Nick Saban claims 2019 Alabama team was one of his best teams ever

by: Alex Byington10 hours ago_AlexByington
Syndication: Montgomery
Alabama head coach Nick Saban walks to the sidelines after quarterback Tua Tagovailoa was injured against Mississippi State at Davis Wade Stadium on the MSU campus in Starkville, Ms., on Saturday November 16, 2019. Bama1021

Oh what could’ve been? As college football’s first-ever seven-time national championship-winning head coach, Nick Saban doesn’t have a lot of regrets or even reasons to second-guess his time in Tuscaloosa. But that doesn’t stop the legendary former Alabama coach from reminiscing about the one that got away.
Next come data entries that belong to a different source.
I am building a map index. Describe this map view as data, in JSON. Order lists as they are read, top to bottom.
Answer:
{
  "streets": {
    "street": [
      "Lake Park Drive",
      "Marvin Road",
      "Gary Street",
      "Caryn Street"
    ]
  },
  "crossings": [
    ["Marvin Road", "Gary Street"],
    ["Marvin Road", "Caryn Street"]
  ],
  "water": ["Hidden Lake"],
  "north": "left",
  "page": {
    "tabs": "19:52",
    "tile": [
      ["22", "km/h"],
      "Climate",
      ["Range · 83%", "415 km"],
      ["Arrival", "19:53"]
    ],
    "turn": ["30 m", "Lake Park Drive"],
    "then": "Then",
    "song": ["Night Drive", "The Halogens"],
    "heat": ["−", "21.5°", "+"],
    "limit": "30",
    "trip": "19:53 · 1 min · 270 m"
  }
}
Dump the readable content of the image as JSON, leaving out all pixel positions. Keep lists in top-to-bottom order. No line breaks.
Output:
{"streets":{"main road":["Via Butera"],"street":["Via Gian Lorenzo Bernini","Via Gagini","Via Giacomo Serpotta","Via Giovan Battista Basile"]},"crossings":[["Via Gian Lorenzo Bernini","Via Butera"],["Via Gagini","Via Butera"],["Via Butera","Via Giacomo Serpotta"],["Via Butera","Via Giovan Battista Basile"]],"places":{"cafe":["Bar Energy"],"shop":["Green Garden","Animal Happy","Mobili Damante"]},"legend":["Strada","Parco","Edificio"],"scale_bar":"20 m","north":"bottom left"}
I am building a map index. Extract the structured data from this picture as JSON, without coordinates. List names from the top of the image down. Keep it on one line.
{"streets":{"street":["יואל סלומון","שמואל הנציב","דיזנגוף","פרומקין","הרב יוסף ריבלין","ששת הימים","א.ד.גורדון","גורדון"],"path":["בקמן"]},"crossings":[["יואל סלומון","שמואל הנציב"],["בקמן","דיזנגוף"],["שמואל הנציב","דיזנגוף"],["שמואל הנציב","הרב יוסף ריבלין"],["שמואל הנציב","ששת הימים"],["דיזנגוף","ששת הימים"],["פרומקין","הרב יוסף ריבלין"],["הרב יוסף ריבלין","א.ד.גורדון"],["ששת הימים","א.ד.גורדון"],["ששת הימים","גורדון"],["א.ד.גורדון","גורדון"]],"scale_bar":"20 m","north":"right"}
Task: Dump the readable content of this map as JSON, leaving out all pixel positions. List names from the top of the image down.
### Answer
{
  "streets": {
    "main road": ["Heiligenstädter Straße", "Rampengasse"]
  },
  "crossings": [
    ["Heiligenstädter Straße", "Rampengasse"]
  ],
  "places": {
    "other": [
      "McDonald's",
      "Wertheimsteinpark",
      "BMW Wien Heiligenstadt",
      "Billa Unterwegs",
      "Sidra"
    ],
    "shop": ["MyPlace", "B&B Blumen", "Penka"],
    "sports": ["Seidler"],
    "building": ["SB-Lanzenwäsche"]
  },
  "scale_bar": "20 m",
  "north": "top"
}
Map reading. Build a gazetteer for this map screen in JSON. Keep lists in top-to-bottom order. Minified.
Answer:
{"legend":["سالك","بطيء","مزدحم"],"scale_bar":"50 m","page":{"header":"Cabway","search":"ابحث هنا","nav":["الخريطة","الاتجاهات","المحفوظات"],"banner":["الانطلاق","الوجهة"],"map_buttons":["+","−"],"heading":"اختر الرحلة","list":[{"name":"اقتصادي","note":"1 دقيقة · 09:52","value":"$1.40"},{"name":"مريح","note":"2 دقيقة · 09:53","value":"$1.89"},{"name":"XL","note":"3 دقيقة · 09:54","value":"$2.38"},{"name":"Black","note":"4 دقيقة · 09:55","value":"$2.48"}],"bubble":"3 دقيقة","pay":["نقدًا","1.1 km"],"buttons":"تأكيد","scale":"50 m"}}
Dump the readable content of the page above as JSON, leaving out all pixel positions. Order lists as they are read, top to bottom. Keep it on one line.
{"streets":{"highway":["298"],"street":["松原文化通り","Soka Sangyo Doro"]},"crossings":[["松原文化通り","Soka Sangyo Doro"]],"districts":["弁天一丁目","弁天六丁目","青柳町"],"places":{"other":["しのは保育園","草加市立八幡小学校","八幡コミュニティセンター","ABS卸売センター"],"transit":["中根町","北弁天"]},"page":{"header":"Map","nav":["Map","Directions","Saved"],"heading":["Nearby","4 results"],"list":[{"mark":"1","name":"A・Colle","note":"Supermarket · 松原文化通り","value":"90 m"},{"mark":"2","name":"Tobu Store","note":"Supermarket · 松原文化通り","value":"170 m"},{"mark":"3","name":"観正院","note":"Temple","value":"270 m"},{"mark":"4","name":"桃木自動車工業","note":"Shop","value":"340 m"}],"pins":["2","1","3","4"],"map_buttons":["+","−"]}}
Saban’s Crimson Tide played in six College Football Playoff national championship games across seven memorable seasons between 2015-21, winning three of his six total NCAA titles during that historic span. The lone expectation, of course, was a disappointing 2019 season that was inexplicably derailed by the devastating hip injury to superstar junior quarterback Tua Tagovailoa in mid-November that year.

While Alabama managed to bounce back a year later to win Saban’s sixth and final national championship during the challenging 2020 COVID season, that 2019 setback still stings the 73-year-old coach two years into his post-retirement career as an ESPN analyst. Mostly because he knows that was arguably Alabama’s most talented roster in years.

Nick Saban: Alabama’s 2019 squad was ‘one of the best teams we’ve ever had’

“The 2019 team had all those guys on it when Tua go hurt — that may have been one of the best teams we’ve ever had,” Saban said Friday during his weekly appearance on The Pat McAfee Show from inside Vanderbilt‘s FirstBank Stadium in Nashville. “And when Tua got hurt, we lost to Auburn with Mac (Jones) playing when he probably wasn’t ready to play. But that was one of the best teams that we ever had and they never even got into the Playoffs.”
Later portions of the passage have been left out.